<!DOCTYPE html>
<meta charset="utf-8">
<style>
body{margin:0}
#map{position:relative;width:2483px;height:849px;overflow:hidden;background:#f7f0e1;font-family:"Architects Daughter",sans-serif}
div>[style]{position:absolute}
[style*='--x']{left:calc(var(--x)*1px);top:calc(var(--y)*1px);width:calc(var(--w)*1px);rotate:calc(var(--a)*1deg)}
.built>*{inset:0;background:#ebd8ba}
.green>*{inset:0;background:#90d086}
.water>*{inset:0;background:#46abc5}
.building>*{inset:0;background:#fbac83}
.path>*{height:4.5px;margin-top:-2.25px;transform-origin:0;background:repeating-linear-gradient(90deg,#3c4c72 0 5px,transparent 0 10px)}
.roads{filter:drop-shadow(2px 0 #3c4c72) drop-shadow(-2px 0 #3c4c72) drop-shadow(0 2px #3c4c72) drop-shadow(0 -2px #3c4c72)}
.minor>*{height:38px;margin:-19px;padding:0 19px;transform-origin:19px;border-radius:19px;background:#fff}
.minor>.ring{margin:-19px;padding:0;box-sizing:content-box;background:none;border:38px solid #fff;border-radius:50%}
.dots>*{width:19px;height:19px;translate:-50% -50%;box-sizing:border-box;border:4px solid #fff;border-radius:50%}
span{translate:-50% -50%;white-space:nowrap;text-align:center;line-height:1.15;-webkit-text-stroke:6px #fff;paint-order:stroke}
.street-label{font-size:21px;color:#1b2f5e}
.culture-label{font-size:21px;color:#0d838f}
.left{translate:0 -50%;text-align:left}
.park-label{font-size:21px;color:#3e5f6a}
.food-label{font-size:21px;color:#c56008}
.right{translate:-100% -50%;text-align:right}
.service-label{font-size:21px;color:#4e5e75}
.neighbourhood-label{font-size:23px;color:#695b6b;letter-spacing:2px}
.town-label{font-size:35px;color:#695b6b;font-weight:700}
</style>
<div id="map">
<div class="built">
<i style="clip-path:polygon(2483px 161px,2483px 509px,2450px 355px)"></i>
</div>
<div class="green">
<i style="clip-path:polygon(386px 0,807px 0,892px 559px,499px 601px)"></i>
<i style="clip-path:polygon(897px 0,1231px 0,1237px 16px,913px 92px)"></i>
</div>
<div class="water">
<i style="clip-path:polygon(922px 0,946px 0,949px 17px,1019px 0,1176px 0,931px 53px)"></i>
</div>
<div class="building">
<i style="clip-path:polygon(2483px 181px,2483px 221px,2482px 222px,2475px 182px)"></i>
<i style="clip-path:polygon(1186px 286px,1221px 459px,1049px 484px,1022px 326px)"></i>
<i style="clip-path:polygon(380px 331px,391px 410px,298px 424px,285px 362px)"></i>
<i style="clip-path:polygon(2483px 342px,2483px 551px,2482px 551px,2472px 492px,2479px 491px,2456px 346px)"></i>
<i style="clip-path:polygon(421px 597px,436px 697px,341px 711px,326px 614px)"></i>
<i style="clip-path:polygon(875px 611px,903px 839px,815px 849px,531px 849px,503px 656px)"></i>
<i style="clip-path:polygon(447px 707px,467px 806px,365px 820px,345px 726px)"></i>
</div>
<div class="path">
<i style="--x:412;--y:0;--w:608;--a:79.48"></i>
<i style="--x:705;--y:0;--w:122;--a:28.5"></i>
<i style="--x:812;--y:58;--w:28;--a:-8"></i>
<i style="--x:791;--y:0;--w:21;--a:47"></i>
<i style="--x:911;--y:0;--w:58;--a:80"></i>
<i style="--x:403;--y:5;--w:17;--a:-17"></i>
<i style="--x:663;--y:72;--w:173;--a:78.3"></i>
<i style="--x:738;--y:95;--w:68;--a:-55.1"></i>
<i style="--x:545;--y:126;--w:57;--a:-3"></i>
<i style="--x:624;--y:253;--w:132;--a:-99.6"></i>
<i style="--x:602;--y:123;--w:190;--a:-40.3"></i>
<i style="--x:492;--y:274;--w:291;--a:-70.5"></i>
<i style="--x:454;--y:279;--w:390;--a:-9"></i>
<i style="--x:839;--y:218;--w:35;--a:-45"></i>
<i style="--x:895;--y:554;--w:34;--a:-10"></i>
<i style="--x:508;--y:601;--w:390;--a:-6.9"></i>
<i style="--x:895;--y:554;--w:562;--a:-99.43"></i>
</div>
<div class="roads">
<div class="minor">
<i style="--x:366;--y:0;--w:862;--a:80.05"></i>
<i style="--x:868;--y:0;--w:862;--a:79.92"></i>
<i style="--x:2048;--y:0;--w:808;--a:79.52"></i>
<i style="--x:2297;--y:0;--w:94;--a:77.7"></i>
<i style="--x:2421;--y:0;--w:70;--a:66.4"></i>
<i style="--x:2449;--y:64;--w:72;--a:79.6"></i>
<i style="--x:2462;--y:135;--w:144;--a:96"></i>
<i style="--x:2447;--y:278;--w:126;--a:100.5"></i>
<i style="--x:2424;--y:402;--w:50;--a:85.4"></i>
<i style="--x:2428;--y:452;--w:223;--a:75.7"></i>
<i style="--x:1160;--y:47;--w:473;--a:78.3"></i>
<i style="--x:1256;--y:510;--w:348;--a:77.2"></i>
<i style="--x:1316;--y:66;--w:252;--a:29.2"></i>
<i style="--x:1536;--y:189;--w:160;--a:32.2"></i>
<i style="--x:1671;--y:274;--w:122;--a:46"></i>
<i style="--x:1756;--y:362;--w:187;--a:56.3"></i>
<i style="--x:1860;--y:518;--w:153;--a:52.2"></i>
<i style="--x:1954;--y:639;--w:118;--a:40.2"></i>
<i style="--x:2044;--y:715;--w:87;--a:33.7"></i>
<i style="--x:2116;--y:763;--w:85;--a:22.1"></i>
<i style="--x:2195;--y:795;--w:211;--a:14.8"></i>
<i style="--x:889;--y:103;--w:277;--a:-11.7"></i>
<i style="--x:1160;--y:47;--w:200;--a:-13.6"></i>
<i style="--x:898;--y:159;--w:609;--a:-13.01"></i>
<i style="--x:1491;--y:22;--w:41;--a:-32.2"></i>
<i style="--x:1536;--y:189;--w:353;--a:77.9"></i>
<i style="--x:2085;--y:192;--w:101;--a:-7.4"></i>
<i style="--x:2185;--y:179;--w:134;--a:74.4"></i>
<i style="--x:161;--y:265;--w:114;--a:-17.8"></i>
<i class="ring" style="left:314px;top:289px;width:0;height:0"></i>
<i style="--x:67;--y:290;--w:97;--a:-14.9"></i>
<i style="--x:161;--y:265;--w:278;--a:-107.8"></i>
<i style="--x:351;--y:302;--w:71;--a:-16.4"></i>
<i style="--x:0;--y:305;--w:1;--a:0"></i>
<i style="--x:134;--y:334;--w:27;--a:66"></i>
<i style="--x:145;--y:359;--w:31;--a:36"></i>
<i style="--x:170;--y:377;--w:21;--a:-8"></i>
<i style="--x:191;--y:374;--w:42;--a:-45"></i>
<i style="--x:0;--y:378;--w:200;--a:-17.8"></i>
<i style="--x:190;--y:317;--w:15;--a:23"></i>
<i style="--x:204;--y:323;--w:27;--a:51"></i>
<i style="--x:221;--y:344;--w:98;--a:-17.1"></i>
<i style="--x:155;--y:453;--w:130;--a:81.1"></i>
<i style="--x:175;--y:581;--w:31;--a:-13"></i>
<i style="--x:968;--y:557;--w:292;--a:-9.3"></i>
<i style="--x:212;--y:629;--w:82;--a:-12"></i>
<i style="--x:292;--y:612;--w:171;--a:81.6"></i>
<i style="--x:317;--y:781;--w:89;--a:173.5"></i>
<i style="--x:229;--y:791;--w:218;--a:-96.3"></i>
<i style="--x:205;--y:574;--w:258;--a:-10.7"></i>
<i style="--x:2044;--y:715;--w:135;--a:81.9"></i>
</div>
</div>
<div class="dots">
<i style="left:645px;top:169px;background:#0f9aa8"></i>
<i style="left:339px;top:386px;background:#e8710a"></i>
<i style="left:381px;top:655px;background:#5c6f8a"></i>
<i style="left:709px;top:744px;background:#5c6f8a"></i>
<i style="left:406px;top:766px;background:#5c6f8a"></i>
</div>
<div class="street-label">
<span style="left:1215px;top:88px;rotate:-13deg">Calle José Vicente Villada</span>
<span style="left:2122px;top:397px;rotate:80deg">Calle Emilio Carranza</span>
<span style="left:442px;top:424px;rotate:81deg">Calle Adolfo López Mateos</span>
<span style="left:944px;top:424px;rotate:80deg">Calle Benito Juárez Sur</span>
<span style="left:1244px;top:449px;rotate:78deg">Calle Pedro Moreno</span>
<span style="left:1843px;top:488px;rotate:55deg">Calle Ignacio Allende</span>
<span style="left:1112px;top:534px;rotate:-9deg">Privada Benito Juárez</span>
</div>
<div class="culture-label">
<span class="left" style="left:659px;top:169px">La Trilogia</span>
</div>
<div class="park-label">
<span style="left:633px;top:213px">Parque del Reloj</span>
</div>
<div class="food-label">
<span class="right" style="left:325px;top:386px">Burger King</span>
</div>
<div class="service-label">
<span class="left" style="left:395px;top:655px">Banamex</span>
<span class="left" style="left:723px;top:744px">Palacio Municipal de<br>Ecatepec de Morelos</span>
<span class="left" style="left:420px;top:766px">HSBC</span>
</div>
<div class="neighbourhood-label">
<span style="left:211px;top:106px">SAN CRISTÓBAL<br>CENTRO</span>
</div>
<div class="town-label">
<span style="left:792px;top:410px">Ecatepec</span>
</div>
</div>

(Work instruction):
Set down, exactly as they stand above, the lines starting with the line with "0,807px 0,892px 559px,499px" and going on through the line with "611px,903px 839px,815px 849px,531px", and no others.

(Solution):
<i style="clip-path:polygon(386px 0,807px 0,892px 559px,499px 601px)"></i>
<i style="clip-path:polygon(897px 0,1231px 0,1237px 16px,913px 92px)"></i>
</div>
<div class="water">
<i style="clip-path:polygon(922px 0,946px 0,949px 17px,1019px 0,1176px 0,931px 53px)"></i>
</div>
<div class="building">
<i style="clip-path:polygon(2483px 181px,2483px 221px,2482px 222px,2475px 182px)"></i>
<i style="clip-path:polygon(1186px 286px,1221px 459px,1049px 484px,1022px 326px)"></i>
<i style="clip-path:polygon(380px 331px,391px 410px,298px 424px,285px 362px)"></i>
<i style="clip-path:polygon(2483px 342px,2483px 551px,2482px 551px,2472px 492px,2479px 491px,2456px 346px)"></i>
<i style="clip-path:polygon(421px 597px,436px 697px,341px 711px,326px 614px)"></i>
<i style="clip-path:polygon(875px 611px,903px 839px,815px 849px,531px 849px,503px 656px)"></i>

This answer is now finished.